Площади анкоров были подобраны следующим образом: [16 х 16] до [256 x 256] для каждого уровня пирамиды от P3 до P7 соответственно, с шагом смещения (strides) [8 — 128] пикселей. Такой размер позволяет анализировать мелкие объекты и некоторую окрестность вокруг. В нашем случае – это опоры линий электропередач с прилегающей к ним тенью.
Training and Results
Machine learning results were evaluated in the following ways:
- Testing on a delayed sample of 20% of the original sample to match the predicted rectangular frames and the true manually marked ones by the expert. 70% of the rectangle areas were correctly identified, given that the amount of data is not numerous.

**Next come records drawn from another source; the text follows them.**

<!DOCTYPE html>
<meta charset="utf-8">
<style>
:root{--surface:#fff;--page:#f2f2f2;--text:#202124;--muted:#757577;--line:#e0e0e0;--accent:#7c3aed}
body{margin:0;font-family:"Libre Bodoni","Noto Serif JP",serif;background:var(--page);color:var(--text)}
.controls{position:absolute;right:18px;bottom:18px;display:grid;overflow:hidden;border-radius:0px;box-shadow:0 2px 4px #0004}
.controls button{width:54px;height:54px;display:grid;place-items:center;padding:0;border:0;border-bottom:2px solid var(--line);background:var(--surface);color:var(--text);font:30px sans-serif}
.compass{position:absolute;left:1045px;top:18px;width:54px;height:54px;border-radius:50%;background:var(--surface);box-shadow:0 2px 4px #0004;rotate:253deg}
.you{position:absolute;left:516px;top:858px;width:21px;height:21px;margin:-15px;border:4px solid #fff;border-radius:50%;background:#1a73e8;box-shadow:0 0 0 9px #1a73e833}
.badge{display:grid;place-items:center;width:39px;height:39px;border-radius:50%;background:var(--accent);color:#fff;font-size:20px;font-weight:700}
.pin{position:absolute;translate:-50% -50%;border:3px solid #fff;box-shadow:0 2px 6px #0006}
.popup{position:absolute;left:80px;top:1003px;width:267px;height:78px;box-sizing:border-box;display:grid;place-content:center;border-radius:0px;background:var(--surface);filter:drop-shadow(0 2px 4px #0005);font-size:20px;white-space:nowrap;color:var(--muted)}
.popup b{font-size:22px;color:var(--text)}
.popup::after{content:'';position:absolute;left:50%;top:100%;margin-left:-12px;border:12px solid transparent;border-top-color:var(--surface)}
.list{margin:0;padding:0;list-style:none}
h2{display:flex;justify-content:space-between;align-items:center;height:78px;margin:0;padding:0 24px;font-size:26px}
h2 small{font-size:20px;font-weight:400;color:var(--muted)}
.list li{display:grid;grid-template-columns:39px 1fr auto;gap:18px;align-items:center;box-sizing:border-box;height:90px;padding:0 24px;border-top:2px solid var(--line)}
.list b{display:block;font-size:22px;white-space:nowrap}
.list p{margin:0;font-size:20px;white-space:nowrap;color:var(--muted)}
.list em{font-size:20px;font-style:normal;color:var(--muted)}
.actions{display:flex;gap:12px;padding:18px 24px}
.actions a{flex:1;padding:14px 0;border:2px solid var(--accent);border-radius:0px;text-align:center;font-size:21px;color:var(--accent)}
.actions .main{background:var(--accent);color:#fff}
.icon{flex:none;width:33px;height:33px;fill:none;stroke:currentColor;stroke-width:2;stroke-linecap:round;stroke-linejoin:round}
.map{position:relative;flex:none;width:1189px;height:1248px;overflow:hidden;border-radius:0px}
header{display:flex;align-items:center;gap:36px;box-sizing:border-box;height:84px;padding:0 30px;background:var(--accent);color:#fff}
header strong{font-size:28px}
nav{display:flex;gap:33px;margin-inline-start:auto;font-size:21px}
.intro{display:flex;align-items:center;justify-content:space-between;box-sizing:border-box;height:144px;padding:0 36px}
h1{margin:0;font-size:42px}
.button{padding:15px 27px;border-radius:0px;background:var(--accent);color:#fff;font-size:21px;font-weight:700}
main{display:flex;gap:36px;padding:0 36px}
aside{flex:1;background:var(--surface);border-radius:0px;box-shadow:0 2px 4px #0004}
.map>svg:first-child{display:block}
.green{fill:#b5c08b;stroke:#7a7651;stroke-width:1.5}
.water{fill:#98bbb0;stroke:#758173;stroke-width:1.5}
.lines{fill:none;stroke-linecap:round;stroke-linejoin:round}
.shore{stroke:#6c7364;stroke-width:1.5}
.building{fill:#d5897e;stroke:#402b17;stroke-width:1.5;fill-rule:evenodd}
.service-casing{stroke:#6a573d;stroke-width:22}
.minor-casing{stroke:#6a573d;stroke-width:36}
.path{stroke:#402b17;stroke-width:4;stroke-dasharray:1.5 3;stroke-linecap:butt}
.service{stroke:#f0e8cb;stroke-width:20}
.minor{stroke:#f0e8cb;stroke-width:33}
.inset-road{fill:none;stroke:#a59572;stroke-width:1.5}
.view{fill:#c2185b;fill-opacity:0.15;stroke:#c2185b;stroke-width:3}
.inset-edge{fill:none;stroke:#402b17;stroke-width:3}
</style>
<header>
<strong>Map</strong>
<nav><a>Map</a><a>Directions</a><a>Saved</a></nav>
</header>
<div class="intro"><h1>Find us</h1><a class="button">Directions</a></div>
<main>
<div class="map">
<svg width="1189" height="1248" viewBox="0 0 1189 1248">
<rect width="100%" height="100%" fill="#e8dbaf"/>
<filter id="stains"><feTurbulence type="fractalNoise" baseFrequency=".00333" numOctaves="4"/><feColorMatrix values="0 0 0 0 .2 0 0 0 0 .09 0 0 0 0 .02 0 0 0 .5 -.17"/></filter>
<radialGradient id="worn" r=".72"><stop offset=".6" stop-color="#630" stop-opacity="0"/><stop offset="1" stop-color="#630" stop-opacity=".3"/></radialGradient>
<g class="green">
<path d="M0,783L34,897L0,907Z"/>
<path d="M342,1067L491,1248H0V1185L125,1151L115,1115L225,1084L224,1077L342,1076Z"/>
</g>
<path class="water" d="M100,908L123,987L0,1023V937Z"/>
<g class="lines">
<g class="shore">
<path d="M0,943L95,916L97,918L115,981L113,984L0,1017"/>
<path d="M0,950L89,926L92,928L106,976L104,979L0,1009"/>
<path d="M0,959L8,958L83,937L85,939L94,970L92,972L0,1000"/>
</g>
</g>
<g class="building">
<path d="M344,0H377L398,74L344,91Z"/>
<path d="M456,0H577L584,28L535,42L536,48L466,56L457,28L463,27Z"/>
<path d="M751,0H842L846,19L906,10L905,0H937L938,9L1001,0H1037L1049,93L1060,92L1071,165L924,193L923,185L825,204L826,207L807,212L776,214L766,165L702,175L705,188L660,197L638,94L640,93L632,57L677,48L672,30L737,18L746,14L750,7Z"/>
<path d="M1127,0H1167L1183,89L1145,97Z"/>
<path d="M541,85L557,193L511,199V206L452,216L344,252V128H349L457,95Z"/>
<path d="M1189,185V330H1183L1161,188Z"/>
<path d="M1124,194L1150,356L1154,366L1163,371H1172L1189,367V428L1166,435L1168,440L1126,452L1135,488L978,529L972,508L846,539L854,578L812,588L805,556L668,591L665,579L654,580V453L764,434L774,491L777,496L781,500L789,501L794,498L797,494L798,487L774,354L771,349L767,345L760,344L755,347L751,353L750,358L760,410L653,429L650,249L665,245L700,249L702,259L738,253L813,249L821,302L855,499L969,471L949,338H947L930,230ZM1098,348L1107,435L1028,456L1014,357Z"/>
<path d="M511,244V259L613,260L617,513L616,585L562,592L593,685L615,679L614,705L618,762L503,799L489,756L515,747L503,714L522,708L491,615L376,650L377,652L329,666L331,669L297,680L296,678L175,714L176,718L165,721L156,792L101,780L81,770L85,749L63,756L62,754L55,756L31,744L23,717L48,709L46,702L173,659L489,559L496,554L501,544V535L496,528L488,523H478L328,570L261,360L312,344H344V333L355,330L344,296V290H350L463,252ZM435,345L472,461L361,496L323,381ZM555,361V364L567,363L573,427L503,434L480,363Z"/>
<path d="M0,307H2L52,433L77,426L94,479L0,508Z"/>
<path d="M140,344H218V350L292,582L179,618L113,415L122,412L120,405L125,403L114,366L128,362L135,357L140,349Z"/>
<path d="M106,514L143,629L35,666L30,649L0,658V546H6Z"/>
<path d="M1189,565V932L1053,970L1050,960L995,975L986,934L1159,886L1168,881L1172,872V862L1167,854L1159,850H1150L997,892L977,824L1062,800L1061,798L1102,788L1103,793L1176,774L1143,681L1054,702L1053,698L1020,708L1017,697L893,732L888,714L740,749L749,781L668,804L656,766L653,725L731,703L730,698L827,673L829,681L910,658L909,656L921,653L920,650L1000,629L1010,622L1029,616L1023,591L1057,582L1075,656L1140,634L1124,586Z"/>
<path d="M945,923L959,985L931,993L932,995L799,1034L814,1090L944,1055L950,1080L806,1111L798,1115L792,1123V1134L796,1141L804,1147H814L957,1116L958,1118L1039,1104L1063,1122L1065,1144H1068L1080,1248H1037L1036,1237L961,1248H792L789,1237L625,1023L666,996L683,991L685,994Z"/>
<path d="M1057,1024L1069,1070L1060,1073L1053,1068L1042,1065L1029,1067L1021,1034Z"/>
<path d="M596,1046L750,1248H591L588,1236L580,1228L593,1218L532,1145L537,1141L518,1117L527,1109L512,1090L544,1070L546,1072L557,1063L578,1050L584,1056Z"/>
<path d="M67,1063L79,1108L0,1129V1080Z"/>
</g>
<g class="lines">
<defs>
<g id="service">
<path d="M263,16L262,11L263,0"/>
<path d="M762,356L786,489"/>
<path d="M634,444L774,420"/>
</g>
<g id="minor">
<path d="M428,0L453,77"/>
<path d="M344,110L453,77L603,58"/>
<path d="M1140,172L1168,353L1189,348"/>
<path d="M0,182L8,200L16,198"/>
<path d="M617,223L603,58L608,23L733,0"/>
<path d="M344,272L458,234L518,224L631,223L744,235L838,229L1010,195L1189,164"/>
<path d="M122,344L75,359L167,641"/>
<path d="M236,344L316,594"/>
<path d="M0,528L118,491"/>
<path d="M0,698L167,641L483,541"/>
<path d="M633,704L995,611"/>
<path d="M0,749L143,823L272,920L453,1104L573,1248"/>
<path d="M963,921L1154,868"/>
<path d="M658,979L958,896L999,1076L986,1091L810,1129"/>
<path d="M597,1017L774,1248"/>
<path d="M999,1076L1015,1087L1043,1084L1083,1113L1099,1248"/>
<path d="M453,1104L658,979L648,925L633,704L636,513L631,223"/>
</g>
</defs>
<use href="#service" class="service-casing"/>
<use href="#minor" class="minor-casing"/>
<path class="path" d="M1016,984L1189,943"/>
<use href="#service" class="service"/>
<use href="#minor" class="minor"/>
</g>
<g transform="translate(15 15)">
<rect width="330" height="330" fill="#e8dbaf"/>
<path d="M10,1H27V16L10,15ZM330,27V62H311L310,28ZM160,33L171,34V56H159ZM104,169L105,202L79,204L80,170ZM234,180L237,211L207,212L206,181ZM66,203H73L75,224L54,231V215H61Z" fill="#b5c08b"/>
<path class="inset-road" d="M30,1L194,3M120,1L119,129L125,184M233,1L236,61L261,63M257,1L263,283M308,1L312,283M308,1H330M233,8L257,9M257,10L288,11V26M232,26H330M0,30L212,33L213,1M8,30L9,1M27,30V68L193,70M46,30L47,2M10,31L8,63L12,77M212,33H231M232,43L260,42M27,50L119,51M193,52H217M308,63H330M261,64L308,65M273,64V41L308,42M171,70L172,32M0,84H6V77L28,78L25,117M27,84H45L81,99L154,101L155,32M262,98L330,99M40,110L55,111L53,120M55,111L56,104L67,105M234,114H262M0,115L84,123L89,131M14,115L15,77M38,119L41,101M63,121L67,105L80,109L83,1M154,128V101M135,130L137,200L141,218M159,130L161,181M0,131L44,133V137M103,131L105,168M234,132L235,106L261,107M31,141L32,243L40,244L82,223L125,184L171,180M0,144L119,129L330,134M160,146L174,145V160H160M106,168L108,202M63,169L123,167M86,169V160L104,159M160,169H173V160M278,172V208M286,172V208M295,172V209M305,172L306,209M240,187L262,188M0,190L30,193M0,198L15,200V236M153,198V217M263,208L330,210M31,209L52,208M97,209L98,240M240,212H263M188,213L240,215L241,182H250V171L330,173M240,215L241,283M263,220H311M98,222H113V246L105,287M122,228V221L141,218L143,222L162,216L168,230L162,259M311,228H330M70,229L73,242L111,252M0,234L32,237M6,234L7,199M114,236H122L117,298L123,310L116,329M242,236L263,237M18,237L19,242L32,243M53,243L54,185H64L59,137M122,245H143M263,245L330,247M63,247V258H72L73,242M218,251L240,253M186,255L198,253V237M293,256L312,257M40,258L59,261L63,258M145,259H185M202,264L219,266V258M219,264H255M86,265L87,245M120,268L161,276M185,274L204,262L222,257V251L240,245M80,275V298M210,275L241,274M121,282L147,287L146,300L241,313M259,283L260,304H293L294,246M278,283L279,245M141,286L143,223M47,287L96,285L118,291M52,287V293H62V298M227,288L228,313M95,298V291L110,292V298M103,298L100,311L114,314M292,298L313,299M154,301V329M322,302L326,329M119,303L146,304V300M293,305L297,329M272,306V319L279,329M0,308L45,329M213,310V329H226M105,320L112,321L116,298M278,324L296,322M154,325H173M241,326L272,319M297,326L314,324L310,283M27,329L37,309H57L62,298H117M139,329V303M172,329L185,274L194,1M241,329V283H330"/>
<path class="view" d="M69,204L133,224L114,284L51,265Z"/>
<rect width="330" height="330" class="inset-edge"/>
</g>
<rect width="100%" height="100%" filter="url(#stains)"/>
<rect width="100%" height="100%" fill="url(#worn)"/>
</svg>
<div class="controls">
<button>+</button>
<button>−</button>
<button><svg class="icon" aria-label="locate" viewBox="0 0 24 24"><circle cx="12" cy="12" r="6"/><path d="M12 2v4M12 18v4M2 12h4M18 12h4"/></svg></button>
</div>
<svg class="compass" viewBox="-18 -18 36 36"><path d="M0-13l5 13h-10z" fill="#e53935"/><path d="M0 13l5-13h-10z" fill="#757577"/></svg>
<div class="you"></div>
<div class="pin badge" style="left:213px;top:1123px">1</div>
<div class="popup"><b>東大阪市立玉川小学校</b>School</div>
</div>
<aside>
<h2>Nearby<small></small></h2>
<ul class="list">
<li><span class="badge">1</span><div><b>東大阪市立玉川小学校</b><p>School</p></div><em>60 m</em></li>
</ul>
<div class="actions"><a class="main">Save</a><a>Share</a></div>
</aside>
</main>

- Calculating the deviation distance of the actual coordinates from the predicted coordinates in the entire dataset. During the automatic location of the supports by the machine-learning algorithm, up to 60% of the locations were found to correspond to the actual objects of the electrical networks (supports) and are, on average, at a distance of no more than 70 meters from the predicted ones. Also, there were found cases when there were no poles in the data, but the algorithm found them in the image, which eventually led to a distortion of the quality metric, because there is an object in the image, but it is not in the reference database, which suggests that the algorithm can be successfully used to update the databases with information about power lines.